• [What you will do]:
Every line that holds the word "north" needs to be copied from the data below.

• [Records provided]:
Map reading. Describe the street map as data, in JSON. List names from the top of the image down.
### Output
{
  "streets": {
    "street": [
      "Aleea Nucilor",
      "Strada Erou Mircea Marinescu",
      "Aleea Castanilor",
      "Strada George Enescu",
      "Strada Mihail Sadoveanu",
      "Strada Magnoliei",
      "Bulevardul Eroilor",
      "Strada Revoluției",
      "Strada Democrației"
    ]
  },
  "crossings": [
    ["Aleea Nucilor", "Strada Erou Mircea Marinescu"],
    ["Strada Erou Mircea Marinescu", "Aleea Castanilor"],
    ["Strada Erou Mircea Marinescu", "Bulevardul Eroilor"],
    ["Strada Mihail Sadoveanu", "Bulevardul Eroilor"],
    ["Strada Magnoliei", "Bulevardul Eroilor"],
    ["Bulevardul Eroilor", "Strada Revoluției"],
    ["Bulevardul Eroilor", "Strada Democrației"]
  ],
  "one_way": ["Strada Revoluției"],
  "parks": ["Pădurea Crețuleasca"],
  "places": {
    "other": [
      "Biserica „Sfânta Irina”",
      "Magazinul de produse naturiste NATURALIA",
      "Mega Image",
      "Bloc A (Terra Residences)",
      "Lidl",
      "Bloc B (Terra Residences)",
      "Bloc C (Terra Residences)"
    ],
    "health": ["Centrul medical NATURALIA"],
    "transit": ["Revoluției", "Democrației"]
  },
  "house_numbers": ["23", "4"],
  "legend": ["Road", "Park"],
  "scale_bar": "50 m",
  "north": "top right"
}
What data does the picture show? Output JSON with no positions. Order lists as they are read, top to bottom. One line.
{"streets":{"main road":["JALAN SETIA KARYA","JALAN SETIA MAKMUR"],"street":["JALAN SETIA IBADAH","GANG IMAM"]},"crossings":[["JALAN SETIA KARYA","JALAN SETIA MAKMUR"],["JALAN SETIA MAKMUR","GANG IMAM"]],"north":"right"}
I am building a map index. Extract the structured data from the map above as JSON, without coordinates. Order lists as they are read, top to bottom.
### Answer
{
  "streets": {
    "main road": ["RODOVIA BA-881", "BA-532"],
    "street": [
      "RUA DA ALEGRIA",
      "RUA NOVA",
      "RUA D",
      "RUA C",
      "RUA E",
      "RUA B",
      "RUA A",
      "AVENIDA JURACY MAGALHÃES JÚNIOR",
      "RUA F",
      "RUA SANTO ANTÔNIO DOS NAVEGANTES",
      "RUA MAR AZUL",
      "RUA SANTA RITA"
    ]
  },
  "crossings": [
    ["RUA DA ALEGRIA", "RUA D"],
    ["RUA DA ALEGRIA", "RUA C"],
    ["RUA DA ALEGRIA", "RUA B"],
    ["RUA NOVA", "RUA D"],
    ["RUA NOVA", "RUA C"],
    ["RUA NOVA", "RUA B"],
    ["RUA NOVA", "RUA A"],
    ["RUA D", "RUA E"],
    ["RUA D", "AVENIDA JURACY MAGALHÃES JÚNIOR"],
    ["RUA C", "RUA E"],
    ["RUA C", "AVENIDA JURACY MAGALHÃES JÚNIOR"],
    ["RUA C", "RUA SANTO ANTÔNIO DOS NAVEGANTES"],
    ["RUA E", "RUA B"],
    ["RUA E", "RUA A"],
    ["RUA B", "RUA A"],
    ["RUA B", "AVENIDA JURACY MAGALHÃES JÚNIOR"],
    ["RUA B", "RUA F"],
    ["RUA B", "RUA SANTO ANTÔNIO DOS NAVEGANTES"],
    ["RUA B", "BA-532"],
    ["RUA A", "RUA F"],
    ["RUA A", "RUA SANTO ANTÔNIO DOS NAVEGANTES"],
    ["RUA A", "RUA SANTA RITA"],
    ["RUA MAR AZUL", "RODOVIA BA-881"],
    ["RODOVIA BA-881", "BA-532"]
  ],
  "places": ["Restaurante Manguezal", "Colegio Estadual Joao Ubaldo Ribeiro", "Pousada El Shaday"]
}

• [Problem solution]:
  "north": "top right"
{"streets":{"main road":["JALAN SETIA KARYA","JALAN SETIA MAKMUR"],"street":["JALAN SETIA IBADAH","GANG IMAM"]},"crossings":[["JALAN SETIA KARYA","JALAN SETIA MAKMUR"],["JALAN SETIA MAKMUR","GANG IMAM"]],"north":"right"}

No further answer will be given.